## Task requirements:
Note each line in the data below that holds "position", and copy it.

## Source records:
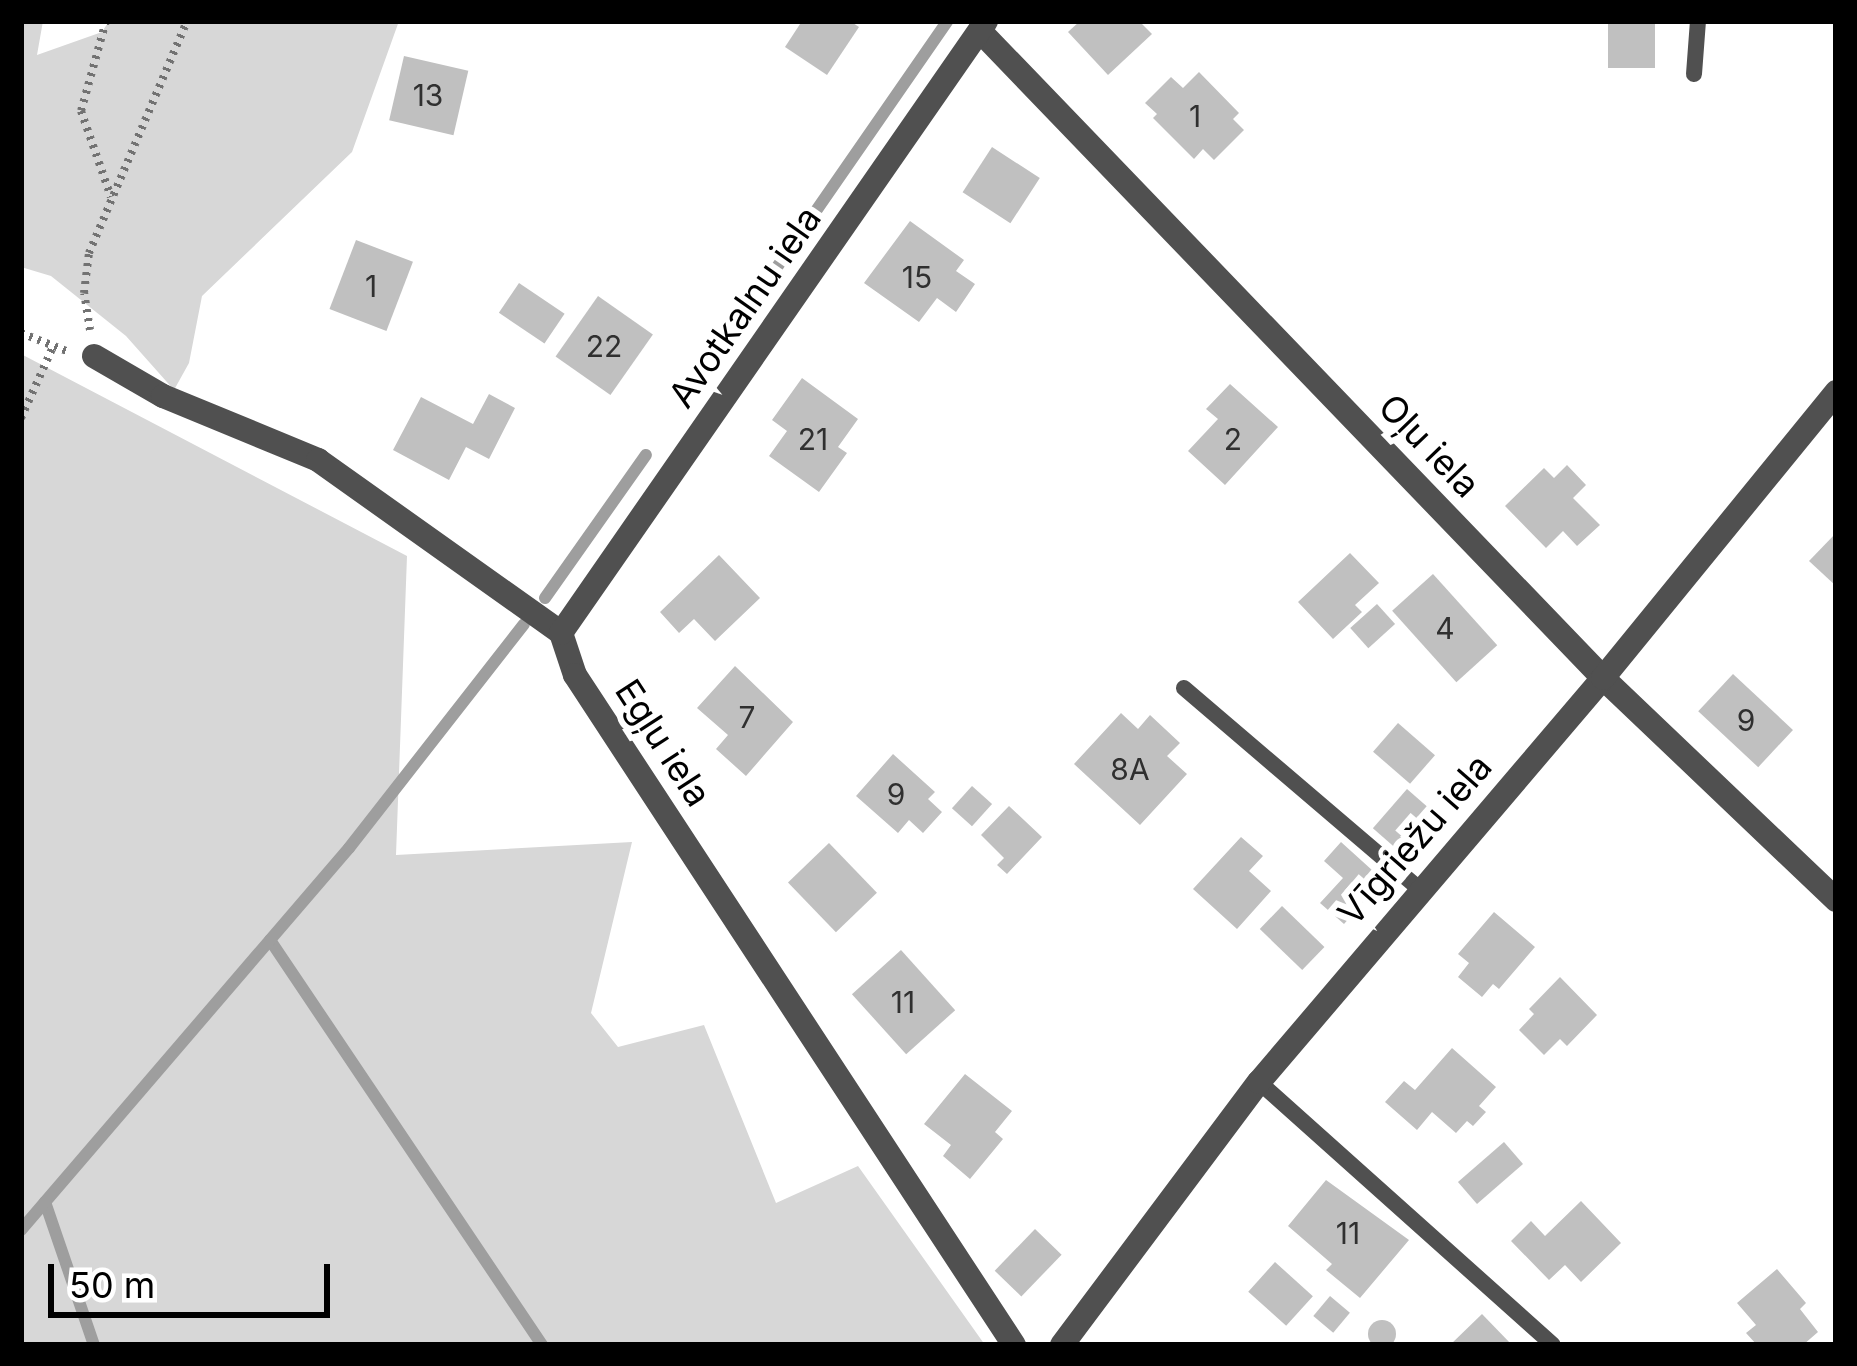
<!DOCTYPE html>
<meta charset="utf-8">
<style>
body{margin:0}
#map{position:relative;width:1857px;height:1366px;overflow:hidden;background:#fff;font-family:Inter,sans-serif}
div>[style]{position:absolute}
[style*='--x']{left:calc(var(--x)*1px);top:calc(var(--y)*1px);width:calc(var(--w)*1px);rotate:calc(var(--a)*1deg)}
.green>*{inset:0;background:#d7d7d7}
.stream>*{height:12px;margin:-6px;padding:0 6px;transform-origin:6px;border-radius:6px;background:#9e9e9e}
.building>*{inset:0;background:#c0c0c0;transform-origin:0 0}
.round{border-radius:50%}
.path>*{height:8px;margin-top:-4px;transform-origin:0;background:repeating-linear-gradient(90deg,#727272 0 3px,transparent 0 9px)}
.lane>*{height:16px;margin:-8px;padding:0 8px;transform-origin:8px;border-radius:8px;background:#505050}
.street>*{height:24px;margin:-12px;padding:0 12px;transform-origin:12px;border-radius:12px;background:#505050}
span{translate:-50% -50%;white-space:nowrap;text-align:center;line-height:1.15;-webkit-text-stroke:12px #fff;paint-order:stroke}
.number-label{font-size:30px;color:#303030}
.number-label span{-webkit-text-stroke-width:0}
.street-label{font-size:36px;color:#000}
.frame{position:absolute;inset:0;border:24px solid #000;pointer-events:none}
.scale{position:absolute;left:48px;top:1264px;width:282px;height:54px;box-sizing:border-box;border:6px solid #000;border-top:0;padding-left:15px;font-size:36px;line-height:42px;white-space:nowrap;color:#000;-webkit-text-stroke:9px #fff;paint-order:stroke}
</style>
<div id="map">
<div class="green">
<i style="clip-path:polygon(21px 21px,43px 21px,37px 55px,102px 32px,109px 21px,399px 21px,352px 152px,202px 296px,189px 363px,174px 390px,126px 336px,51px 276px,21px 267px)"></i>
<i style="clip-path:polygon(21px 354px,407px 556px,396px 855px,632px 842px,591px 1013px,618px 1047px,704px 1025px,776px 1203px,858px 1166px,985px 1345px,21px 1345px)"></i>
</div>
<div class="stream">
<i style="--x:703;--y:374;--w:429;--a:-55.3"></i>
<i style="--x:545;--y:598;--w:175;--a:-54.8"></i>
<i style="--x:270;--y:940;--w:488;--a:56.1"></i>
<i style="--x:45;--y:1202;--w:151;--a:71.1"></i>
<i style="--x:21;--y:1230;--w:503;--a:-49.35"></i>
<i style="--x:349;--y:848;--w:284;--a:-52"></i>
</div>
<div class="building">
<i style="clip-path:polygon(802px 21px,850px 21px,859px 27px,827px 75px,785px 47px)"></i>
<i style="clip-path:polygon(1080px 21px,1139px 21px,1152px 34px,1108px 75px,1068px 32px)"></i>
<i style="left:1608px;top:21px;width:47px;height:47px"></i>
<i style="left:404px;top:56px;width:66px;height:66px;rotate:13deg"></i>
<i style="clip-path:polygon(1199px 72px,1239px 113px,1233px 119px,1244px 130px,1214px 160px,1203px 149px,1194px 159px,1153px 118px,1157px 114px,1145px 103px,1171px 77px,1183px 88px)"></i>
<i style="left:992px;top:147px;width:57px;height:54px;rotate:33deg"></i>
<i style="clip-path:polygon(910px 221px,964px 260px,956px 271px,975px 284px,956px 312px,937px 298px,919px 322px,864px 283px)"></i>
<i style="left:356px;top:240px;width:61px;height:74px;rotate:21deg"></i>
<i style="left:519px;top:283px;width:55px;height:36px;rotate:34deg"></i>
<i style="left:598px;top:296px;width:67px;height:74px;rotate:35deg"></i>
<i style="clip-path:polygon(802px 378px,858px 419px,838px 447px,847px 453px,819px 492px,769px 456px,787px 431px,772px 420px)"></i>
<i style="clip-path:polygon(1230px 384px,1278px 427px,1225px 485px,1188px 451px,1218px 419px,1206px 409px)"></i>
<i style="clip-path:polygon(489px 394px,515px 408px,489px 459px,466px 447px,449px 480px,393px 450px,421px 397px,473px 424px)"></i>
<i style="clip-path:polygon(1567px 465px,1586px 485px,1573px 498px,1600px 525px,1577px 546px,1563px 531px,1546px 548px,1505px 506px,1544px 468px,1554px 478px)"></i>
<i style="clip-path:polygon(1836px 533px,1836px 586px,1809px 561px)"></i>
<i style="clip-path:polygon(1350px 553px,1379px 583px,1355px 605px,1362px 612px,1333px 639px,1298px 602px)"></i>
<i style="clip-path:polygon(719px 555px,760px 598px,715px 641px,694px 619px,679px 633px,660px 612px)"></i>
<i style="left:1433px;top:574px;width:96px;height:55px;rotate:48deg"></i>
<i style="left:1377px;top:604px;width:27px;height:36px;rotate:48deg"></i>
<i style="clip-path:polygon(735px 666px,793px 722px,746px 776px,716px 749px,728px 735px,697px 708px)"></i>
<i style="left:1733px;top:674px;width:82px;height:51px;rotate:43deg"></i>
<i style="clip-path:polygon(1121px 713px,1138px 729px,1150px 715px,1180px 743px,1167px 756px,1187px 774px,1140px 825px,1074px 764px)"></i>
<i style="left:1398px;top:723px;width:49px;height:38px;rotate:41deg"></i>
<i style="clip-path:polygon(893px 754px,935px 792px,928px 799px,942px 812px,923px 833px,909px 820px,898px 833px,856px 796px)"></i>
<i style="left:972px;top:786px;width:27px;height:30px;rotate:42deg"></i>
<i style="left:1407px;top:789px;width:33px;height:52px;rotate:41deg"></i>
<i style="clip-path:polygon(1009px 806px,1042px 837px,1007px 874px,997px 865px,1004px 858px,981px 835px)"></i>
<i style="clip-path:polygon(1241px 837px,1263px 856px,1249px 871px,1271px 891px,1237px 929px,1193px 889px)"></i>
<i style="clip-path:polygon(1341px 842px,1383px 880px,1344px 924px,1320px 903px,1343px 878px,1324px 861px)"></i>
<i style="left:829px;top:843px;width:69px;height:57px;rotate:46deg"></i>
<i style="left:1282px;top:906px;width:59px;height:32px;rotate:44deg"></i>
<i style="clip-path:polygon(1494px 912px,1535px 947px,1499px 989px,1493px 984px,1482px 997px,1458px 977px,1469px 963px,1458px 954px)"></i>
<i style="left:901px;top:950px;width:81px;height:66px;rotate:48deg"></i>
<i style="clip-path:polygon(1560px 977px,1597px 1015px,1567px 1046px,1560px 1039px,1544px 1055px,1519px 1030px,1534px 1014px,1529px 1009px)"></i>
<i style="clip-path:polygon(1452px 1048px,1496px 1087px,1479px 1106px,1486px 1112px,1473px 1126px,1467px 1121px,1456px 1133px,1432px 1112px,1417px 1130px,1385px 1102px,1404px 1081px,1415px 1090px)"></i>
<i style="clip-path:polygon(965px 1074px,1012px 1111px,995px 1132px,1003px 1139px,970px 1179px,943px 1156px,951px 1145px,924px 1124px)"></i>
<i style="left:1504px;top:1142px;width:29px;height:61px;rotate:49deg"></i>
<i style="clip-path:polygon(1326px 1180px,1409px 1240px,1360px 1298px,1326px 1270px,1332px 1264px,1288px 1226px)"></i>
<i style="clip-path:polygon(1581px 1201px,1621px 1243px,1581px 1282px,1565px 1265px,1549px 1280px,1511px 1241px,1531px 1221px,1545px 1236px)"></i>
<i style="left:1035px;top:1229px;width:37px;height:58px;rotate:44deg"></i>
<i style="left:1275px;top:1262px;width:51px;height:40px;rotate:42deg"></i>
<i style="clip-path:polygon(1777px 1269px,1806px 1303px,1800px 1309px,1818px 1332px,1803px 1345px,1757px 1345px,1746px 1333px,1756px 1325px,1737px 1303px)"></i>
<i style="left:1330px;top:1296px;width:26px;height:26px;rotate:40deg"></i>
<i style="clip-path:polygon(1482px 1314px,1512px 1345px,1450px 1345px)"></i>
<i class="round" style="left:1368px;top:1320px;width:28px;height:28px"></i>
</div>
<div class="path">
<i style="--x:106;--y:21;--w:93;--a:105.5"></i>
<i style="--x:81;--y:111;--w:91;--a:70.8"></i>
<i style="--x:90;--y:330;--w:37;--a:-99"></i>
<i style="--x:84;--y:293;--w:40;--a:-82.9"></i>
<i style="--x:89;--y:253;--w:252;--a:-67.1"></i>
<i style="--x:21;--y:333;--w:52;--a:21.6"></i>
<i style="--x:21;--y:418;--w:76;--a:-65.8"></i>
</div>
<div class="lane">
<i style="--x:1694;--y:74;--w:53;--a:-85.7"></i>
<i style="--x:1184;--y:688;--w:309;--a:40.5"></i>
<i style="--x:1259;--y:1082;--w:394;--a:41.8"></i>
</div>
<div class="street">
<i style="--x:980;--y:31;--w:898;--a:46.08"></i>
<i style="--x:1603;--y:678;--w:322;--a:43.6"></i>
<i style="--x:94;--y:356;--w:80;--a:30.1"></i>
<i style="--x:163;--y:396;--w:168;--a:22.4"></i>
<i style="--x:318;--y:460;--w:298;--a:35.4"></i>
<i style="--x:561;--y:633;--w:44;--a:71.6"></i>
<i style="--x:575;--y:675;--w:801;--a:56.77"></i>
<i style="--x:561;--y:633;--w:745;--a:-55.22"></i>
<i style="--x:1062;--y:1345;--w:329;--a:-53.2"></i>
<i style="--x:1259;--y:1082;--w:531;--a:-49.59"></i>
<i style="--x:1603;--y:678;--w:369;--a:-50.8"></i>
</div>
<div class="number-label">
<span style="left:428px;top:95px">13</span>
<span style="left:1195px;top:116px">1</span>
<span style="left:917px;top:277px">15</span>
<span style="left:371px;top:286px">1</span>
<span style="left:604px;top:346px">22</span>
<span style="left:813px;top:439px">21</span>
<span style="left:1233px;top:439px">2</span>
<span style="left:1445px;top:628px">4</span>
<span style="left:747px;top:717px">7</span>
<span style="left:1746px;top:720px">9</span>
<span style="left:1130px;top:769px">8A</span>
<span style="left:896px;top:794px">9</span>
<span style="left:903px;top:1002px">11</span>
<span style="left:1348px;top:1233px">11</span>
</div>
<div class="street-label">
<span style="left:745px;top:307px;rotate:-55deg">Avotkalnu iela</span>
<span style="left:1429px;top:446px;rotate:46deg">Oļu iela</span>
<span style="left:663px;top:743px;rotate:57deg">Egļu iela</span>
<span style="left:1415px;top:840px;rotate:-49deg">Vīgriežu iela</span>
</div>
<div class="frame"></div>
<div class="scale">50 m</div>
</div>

## Exercise answer:
#map{position:relative;width:1857px;height:1366px;overflow:hidden;background:#fff;font-family:Inter,sans-serif}
div>[style]{position:absolute}
.frame{position:absolute;inset:0;border:24px solid #000;pointer-events:none}
.scale{position:absolute;left:48px;top:1264px;width:282px;height:54px;box-sizing:border-box;border:6px solid #000;border-top:0;padding-left:15px;font-size:36px;line-height:42px;white-space:nowrap;color:#000;-webkit-text-stroke:9px #fff;paint-order:stroke}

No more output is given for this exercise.